If we trust exhibition names, Laura Owens’ solo show at the Wattis Institute for Contemporary Art claims to be just ten paintings. But go looking for those paintings in the airy main space or the smaller gallery behind it, and you might get confused.
Your confusion will stem from the fact that the paintings — if we also trust exhibition guides — are embedded in the Wattis’ main gallery walls, hidden behind floor-to-rafter handmade wallpaper. Come the end of Laura Owens: Ten Paintings’ run, the hidden panels will emerge, cut from their surroundings, as stand-alone art objects.

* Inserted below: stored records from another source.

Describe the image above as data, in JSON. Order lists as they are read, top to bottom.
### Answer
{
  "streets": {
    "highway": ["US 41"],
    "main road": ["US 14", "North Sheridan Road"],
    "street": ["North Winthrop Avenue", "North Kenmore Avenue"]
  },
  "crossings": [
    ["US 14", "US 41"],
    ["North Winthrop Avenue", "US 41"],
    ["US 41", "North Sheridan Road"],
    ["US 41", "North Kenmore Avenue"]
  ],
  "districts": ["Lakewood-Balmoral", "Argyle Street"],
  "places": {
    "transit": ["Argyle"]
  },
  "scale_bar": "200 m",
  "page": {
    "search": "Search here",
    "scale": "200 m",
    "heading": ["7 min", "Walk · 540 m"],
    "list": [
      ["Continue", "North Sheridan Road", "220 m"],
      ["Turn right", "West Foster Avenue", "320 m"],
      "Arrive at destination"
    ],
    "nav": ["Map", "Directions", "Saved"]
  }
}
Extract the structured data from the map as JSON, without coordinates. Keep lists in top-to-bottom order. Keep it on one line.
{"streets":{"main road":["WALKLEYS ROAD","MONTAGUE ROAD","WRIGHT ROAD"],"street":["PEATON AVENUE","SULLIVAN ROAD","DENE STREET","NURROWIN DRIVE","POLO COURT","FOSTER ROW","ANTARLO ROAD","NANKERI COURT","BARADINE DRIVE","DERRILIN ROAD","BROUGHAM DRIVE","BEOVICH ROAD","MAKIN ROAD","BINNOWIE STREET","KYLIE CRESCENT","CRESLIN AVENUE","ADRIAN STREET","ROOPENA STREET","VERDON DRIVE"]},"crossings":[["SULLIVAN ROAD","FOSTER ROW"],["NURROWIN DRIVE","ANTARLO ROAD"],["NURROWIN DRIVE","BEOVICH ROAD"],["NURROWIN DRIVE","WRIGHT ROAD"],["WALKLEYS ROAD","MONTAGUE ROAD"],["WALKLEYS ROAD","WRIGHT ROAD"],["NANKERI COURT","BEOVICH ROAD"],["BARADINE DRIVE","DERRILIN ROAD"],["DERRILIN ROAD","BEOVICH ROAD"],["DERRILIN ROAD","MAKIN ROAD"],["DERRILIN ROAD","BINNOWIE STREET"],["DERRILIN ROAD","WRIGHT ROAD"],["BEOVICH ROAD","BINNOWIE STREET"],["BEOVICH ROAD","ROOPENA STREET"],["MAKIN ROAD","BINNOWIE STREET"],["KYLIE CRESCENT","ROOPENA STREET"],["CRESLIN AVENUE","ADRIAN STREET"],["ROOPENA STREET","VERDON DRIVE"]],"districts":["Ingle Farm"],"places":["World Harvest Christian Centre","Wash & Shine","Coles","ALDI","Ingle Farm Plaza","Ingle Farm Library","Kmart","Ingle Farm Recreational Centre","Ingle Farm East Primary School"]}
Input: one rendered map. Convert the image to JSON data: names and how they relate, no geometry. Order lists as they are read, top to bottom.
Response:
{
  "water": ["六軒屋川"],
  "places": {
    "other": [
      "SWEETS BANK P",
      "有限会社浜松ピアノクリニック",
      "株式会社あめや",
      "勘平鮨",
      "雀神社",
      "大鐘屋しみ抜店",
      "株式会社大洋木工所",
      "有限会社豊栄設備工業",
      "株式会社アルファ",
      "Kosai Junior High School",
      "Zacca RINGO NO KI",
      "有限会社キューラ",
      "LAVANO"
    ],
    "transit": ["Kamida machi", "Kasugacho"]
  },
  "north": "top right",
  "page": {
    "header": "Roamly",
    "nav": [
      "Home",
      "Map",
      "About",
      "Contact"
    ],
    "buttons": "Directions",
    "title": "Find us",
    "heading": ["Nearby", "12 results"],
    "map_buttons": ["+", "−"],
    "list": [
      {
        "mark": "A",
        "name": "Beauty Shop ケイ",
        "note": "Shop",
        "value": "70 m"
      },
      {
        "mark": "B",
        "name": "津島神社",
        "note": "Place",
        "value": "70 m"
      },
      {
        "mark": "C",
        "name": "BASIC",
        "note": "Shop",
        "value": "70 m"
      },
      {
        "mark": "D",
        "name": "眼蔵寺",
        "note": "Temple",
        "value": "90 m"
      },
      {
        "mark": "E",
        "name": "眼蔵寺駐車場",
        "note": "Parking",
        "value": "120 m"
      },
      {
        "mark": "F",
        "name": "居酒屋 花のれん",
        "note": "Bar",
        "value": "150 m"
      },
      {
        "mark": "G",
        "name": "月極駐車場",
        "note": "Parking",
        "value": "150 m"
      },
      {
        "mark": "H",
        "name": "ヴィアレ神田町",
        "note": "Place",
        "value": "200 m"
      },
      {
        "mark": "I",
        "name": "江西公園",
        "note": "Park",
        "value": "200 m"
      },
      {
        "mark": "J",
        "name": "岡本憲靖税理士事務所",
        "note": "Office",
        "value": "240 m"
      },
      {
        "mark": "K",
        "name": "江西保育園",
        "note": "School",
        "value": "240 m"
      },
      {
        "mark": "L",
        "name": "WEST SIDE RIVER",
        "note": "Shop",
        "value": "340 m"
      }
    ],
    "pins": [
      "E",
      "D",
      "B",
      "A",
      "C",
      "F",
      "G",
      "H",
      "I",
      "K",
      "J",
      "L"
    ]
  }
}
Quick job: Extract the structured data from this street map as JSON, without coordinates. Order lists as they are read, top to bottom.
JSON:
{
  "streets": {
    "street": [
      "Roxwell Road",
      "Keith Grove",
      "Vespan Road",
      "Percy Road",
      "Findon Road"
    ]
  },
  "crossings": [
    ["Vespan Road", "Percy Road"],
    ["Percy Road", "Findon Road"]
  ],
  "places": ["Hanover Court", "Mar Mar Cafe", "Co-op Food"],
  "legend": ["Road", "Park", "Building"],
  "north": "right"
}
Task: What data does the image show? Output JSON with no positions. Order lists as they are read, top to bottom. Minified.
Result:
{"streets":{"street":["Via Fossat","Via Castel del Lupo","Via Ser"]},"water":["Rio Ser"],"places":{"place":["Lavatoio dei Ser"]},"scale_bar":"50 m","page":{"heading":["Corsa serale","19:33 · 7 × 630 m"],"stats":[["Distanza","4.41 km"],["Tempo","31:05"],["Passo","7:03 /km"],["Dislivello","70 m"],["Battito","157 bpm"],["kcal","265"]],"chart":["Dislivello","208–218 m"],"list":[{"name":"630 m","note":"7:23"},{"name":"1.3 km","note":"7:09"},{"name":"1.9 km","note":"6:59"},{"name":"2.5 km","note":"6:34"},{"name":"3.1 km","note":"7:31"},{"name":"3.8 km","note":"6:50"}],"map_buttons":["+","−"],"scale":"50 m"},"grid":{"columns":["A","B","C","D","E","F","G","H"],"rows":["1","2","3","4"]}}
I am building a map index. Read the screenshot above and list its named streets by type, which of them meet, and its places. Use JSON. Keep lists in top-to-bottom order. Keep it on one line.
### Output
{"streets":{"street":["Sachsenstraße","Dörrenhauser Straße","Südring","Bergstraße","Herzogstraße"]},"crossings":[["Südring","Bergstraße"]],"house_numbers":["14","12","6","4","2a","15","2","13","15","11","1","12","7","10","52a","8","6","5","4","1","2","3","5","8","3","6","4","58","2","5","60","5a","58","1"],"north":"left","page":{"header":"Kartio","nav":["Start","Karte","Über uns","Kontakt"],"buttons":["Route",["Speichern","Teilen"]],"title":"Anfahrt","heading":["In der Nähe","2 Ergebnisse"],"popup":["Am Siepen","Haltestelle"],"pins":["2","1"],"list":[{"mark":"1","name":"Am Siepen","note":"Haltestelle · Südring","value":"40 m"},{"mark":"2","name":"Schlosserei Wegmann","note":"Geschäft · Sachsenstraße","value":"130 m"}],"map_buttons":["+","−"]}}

This is, when you think about it, a rather brilliant idea. Owens’ exhibition can be both a site-specific installation and a painting show — the contents of which can be broken apart and exhibited (or sold) separately after July 23. And since it’s impossible for anyone without first-hand knowledge of the installation process to determine where a wallpaper-covered panel ends and the wallpaper-covered wall begins, the entire main gallery is perhaps best viewed as one giant painting.
This point of view is supported by the flourishes of chunky paint Owens applied around the room after wallpaper professionals finished installing the upwards of 70 unique non-repeating strips of clay-coated paper. The wallpaper itself, an enlarged bitmap pattern of folded and creased paper, segmented by trompe l’oeil Tudor-style wood beams, is filled with other eye-tricking treats made with a variety of printing processes: newspaper clippings from The Berkeley Barb, horoscopes from Free Will Astrology and drawings made by children who share Owens’ last name.
Every now and then, one of these pieces of “paper” within the wallpaper encourages the viewer to send text messages to certain 415-area-code phone numbers. “Ask any question,” says an ad on one, a rambling collection of writing about Los Angeles’ art scene (Owens’ home base) punctuated by emoji faces, “Find the solution.”